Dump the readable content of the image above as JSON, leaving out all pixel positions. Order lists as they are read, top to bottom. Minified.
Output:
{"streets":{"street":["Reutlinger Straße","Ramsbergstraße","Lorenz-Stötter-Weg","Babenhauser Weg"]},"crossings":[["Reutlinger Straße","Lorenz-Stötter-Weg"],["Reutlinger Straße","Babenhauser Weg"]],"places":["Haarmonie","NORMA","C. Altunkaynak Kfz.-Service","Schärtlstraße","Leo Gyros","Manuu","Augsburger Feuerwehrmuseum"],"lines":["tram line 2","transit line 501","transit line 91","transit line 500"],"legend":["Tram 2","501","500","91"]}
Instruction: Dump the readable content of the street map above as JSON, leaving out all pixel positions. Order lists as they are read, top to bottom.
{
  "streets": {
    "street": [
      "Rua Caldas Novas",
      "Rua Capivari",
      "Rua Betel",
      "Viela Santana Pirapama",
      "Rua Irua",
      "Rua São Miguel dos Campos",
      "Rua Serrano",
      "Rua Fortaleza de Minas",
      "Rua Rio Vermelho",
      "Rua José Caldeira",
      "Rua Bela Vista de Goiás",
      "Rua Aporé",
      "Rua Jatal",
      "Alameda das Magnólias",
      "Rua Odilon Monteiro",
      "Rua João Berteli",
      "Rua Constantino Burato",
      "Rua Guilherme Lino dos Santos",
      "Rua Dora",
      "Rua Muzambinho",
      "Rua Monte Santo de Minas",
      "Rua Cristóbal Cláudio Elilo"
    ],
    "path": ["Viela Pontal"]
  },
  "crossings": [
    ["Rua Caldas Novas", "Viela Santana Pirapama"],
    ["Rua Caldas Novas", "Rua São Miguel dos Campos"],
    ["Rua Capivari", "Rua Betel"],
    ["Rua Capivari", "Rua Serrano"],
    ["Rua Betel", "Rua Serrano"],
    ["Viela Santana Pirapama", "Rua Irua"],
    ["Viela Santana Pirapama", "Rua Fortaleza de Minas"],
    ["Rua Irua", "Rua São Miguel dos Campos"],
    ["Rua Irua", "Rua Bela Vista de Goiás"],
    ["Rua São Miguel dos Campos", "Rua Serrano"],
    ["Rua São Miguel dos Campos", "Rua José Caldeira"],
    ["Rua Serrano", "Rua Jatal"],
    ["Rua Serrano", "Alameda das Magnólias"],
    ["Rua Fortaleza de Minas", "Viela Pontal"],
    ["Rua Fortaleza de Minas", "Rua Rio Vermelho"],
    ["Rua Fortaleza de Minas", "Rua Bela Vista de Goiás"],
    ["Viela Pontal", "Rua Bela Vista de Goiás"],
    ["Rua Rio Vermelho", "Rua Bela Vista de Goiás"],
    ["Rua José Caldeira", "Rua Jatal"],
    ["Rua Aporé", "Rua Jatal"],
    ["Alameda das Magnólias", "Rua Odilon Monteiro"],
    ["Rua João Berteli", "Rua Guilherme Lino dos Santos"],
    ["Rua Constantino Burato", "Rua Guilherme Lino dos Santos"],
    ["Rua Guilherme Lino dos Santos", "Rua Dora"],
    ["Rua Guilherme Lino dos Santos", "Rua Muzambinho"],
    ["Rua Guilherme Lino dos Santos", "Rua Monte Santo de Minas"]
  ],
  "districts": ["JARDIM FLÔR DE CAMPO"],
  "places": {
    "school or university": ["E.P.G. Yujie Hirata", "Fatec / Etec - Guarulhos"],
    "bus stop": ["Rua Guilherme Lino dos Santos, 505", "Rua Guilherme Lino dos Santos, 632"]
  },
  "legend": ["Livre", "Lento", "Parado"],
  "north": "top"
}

• • • •

**What is required**
Could you restate the listing above word for word?

**Task solution**
Dump the readable content of the image above as JSON, leaving out all pixel positions. Order lists as they are read, top to bottom. Minified.
Output:
{"streets":{"street":["Reutlinger Straße","Ramsbergstraße","Lorenz-Stötter-Weg","Babenhauser Weg"]},"crossings":[["Reutlinger Straße","Lorenz-Stötter-Weg"],["Reutlinger Straße","Babenhauser Weg"]],"places":["Haarmonie","NORMA","C. Altunkaynak Kfz.-Service","Schärtlstraße","Leo Gyros","Manuu","Augsburger Feuerwehrmuseum"],"lines":["tram line 2","transit line 501","transit line 91","transit line 500"],"legend":["Tram 2","501","500","91"]}
Instruction: Dump the readable content of the street map above as JSON, leaving out all pixel positions. Order lists as they are read, top to bottom.
{
  "streets": {
    "street": [
      "Rua Caldas Novas",
      "Rua Capivari",
      "Rua Betel",
      "Viela Santana Pirapama",
      "Rua Irua",
      "Rua São Miguel dos Campos",
      "Rua Serrano",
      "Rua Fortaleza de Minas",
      "Rua Rio Vermelho",
      "Rua José Caldeira",
      "Rua Bela Vista de Goiás",
      "Rua Aporé",
      "Rua Jatal",
      "Alameda das Magnólias",
      "Rua Odilon Monteiro",
      "Rua João Berteli",
      "Rua Constantino Burato",
      "Rua Guilherme Lino dos Santos",
      "Rua Dora",
      "Rua Muzambinho",
      "Rua Monte Santo de Minas",
      "Rua Cristóbal Cláudio Elilo"
    ],
    "path": ["Viela Pontal"]
  },
  "crossings": [
    ["Rua Caldas Novas", "Viela Santana Pirapama"],
    ["Rua Caldas Novas", "Rua São Miguel dos Campos"],
    ["Rua Capivari", "Rua Betel"],
    ["Rua Capivari", "Rua Serrano"],
    ["Rua Betel", "Rua Serrano"],
    ["Viela Santana Pirapama", "Rua Irua"],
    ["Viela Santana Pirapama", "Rua Fortaleza de Minas"],
    ["Rua Irua", "Rua São Miguel dos Campos"],
    ["Rua Irua", "Rua Bela Vista de Goiás"],
    ["Rua São Miguel dos Campos", "Rua Serrano"],
    ["Rua São Miguel dos Campos", "Rua José Caldeira"],
    ["Rua Serrano", "Rua Jatal"],
    ["Rua Serrano", "Alameda das Magnólias"],
    ["Rua Fortaleza de Minas", "Viela Pontal"],
    ["Rua Fortaleza de Minas", "Rua Rio Vermelho"],
    ["Rua Fortaleza de Minas", "Rua Bela Vista de Goiás"],
    ["Viela Pontal", "Rua Bela Vista de Goiás"],
    ["Rua Rio Vermelho", "Rua Bela Vista de Goiás"],
    ["Rua José Caldeira", "Rua Jatal"],
    ["Rua Aporé", "Rua Jatal"],
    ["Alameda das Magnólias", "Rua Odilon Monteiro"],
    ["Rua João Berteli", "Rua Guilherme Lino dos Santos"],
    ["Rua Constantino Burato", "Rua Guilherme Lino dos Santos"],
    ["Rua Guilherme Lino dos Santos", "Rua Dora"],
    ["Rua Guilherme Lino dos Santos", "Rua Muzambinho"],
    ["Rua Guilherme Lino dos Santos", "Rua Monte Santo de Minas"]
  ],
  "districts": ["JARDIM FLÔR DE CAMPO"],
  "places": {
    "school or university": ["E.P.G. Yujie Hirata", "Fatec / Etec - Guarulhos"],
    "bus stop": ["Rua Guilherme Lino dos Santos, 505", "Rua Guilherme Lino dos Santos, 632"]
  },
  "legend": ["Livre", "Lento", "Parado"],
  "north": "top"
}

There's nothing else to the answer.